──────── Record excerpts ────────
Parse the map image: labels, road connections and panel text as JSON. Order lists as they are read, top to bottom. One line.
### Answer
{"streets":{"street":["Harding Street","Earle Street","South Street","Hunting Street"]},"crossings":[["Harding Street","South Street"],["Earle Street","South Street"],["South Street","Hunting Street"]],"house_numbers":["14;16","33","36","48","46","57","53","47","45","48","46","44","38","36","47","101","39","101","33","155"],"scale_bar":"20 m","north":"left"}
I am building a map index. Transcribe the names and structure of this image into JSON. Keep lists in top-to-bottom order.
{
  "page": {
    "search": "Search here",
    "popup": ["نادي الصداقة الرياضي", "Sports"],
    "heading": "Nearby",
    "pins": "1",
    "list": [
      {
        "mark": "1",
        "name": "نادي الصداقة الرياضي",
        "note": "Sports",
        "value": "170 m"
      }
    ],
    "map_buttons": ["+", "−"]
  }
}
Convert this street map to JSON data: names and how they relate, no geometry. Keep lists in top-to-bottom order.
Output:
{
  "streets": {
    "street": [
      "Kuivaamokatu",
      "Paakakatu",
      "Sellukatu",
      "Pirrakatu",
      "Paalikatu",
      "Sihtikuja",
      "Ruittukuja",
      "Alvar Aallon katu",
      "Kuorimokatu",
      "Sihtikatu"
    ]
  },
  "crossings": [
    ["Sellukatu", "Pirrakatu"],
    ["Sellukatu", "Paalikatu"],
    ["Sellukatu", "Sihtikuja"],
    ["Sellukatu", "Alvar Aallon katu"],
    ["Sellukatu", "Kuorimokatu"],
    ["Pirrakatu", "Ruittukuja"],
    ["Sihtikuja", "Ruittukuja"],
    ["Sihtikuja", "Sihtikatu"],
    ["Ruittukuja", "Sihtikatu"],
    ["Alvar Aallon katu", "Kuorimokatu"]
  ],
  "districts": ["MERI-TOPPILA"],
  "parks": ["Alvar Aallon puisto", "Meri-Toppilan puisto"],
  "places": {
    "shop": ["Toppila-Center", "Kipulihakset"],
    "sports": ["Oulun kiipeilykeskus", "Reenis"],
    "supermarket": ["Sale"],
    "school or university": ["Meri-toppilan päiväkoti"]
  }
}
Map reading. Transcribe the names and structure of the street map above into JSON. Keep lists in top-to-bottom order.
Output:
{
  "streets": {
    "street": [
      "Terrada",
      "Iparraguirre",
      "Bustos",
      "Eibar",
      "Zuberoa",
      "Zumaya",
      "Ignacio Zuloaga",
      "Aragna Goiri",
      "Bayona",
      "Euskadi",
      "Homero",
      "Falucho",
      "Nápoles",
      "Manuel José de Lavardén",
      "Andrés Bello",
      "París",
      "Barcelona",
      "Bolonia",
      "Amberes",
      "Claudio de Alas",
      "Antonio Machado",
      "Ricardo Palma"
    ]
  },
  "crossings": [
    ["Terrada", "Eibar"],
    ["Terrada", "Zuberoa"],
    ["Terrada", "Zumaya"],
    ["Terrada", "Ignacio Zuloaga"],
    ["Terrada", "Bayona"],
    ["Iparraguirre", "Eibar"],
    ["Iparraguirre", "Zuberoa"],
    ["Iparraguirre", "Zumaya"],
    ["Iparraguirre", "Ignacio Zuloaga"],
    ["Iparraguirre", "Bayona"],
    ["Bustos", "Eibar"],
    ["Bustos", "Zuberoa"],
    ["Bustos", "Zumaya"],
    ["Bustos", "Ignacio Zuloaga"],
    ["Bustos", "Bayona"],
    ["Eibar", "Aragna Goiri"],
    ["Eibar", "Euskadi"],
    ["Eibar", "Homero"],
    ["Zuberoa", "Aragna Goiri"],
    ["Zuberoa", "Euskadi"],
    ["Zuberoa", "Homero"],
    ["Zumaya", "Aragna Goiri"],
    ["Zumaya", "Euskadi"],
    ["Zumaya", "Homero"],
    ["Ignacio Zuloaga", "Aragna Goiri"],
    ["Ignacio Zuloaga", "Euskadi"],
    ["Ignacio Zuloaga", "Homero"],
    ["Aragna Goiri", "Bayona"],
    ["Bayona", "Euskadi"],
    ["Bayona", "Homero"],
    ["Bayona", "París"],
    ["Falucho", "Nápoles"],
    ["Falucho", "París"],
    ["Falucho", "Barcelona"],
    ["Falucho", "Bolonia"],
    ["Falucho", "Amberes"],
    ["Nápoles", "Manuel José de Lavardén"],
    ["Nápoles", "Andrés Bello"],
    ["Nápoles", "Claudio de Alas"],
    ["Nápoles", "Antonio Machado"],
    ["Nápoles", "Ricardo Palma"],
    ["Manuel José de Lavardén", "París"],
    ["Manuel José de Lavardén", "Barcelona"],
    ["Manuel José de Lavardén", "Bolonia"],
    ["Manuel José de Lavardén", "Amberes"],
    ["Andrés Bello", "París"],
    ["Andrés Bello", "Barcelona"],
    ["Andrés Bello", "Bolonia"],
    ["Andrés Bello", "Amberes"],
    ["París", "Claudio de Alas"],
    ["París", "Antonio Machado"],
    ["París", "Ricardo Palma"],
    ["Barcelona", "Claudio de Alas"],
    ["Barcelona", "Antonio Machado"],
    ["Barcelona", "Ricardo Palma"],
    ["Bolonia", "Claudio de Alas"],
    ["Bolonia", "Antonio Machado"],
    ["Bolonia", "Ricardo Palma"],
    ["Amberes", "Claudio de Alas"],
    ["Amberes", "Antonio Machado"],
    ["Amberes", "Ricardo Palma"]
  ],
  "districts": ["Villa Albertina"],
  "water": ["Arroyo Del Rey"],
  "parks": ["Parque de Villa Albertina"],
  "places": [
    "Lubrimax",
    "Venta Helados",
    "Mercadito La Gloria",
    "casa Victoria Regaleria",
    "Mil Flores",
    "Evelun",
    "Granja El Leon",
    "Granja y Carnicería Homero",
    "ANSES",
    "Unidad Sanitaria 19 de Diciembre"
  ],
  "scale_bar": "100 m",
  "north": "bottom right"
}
────────
### Exercise objective:
All lines in the data that contain the word "Claudio" should be copied.

### Answer box:
      "Claudio de Alas",
    ["Nápoles", "Claudio de Alas"],
    ["París", "Claudio de Alas"],
    ["Barcelona", "Claudio de Alas"],
    ["Bolonia", "Claudio de Alas"],
    ["Amberes", "Claudio de Alas"],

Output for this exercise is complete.